**WORK ITEM:** Produce an exact copy of the lines below, starting at the first and ending with the line containing "1px #d1beb0) drop-shadow(0".

**DATA LISTING:**
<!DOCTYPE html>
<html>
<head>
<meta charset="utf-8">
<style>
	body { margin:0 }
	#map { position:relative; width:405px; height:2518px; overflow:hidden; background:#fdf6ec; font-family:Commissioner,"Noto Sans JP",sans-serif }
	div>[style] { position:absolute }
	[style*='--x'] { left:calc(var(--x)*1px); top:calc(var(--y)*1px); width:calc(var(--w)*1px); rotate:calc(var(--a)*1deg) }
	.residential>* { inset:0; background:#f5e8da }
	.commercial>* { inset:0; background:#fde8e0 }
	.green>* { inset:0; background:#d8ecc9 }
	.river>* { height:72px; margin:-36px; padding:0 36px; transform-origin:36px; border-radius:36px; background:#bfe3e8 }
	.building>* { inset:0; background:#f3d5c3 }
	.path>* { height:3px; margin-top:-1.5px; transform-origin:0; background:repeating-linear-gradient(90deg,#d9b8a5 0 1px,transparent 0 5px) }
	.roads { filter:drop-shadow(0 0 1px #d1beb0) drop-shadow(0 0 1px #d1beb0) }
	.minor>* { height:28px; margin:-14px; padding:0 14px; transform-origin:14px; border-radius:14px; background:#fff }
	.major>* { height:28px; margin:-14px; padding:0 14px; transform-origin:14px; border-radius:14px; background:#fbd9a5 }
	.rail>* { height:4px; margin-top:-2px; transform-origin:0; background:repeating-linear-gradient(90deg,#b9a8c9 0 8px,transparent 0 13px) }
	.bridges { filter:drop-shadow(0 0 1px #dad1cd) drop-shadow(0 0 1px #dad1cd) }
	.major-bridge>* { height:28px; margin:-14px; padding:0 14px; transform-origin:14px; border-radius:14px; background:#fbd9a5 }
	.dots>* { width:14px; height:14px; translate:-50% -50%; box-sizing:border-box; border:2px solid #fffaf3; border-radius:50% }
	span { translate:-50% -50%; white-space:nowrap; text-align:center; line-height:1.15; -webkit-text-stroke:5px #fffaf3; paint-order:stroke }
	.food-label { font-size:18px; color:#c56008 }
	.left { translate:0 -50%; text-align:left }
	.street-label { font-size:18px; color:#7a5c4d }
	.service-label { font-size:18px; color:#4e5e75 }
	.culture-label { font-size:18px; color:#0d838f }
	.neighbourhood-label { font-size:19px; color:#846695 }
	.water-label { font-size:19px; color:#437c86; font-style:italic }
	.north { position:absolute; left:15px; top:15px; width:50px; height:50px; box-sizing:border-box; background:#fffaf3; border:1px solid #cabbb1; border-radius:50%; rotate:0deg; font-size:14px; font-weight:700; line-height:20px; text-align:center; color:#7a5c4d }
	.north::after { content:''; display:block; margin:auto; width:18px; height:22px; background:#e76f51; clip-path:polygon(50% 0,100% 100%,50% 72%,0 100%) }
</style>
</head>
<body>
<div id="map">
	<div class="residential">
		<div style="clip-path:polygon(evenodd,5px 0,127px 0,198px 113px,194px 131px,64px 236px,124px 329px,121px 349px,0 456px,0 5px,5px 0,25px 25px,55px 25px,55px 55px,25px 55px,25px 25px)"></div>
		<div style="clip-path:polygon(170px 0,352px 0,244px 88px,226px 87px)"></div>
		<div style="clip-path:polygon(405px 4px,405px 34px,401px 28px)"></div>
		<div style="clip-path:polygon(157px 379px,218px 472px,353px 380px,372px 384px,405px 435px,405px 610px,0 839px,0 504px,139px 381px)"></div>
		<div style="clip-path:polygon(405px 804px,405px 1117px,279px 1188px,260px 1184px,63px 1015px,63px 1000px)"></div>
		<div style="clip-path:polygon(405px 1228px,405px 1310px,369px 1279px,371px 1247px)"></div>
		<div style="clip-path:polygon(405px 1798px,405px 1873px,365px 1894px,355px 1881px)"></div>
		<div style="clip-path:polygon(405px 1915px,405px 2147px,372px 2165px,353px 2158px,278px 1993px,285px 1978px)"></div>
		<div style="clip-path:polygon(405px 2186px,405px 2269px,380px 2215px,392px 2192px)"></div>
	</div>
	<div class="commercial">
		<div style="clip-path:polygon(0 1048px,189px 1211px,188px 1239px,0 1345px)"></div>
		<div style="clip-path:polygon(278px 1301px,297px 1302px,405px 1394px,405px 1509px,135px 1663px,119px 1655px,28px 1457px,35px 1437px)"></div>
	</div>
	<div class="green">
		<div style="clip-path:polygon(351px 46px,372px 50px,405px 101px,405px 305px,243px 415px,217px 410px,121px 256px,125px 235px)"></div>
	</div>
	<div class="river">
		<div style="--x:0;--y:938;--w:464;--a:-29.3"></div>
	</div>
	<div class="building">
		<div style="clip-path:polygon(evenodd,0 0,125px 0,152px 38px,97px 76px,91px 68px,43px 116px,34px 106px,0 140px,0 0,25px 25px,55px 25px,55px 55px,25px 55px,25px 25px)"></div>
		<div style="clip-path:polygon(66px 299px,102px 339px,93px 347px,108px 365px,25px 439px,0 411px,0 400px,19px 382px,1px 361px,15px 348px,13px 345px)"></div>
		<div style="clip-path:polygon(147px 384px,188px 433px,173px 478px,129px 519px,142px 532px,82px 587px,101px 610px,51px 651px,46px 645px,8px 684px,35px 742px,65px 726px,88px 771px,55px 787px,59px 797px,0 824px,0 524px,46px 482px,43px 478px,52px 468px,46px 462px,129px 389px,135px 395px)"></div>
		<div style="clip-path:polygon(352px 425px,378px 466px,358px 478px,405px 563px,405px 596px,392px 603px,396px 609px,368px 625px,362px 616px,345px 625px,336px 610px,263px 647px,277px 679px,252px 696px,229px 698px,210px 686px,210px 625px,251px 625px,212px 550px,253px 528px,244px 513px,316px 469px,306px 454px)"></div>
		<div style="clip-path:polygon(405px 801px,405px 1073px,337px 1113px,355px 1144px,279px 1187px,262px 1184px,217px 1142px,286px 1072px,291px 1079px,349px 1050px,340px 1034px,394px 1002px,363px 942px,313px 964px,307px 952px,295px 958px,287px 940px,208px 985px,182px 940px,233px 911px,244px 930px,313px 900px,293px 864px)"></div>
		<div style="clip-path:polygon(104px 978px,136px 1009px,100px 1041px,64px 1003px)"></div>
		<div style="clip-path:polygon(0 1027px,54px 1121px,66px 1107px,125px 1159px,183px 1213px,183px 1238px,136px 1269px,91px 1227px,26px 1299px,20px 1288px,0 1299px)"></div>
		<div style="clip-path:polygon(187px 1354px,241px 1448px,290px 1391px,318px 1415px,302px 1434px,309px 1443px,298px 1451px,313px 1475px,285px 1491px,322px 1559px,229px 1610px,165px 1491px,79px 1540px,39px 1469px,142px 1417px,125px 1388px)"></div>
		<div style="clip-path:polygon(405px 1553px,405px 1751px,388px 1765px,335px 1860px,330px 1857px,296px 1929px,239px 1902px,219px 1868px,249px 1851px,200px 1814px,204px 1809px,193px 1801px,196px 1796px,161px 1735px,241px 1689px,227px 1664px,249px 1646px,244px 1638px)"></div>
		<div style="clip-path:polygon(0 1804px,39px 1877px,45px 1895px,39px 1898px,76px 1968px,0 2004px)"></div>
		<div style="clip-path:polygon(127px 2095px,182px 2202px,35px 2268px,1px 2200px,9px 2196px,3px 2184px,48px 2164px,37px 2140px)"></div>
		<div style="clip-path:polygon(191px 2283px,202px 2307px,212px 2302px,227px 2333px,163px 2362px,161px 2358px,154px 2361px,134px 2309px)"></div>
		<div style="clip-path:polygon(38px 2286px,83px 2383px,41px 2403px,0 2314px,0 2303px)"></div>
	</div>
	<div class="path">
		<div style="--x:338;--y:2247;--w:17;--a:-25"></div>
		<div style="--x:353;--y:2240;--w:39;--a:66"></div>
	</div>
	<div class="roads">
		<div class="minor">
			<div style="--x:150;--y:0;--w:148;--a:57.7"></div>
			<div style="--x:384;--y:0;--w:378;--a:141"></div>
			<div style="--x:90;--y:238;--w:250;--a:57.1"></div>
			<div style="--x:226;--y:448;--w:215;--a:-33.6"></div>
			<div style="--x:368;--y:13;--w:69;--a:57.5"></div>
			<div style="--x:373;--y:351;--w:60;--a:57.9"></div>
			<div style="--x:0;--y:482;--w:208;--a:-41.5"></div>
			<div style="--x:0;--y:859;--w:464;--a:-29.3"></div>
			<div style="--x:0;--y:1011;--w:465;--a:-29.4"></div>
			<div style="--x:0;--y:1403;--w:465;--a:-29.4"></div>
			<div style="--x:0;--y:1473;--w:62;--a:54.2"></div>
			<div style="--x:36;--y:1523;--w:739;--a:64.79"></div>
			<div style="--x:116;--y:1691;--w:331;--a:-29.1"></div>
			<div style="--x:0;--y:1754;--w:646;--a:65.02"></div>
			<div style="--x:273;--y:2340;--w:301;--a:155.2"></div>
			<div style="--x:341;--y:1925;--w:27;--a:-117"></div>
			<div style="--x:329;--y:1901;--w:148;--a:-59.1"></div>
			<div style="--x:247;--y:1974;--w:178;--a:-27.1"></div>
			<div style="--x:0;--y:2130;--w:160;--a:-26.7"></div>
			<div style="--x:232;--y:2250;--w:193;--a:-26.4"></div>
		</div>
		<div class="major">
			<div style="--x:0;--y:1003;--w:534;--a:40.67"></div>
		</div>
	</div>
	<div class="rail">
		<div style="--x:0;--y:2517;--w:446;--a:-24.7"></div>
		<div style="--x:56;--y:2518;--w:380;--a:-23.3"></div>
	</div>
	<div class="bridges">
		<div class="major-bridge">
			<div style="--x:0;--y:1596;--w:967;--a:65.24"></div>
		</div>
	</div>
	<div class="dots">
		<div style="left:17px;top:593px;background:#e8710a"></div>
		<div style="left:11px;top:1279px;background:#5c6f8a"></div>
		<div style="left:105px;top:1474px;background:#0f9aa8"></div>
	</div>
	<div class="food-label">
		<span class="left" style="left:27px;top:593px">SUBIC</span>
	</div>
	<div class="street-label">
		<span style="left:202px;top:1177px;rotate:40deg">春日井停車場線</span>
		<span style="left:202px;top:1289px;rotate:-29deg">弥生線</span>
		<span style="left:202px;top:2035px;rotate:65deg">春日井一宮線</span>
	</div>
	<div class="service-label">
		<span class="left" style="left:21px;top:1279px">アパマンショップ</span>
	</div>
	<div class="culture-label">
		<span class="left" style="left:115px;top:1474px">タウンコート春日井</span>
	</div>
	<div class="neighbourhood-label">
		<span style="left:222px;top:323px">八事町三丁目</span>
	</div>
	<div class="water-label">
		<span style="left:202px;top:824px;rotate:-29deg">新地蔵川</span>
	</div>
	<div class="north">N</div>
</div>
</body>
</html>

**WRITTEN SOLUTION:**
<!DOCTYPE html>
<html>
<head>
<meta charset="utf-8">
<style>
	body { margin:0 }
	#map { position:relative; width:405px; height:2518px; overflow:hidden; background:#fdf6ec; font-family:Commissioner,"Noto Sans JP",sans-serif }
	div>[style] { position:absolute }
	[style*='--x'] { left:calc(var(--x)*1px); top:calc(var(--y)*1px); width:calc(var(--w)*1px); rotate:calc(var(--a)*1deg) }
	.residential>* { inset:0; background:#f5e8da }
	.commercial>* { inset:0; background:#fde8e0 }
	.green>* { inset:0; background:#d8ecc9 }
	.river>* { height:72px; margin:-36px; padding:0 36px; transform-origin:36px; border-radius:36px; background:#bfe3e8 }
	.building>* { inset:0; background:#f3d5c3 }
	.path>* { height:3px; margin-top:-1.5px; transform-origin:0; background:repeating-linear-gradient(90deg,#d9b8a5 0 1px,transparent 0 5px) }
	.roads { filter:drop-shadow(0 0 1px #d1beb0) drop-shadow(0 0 1px #d1beb0) }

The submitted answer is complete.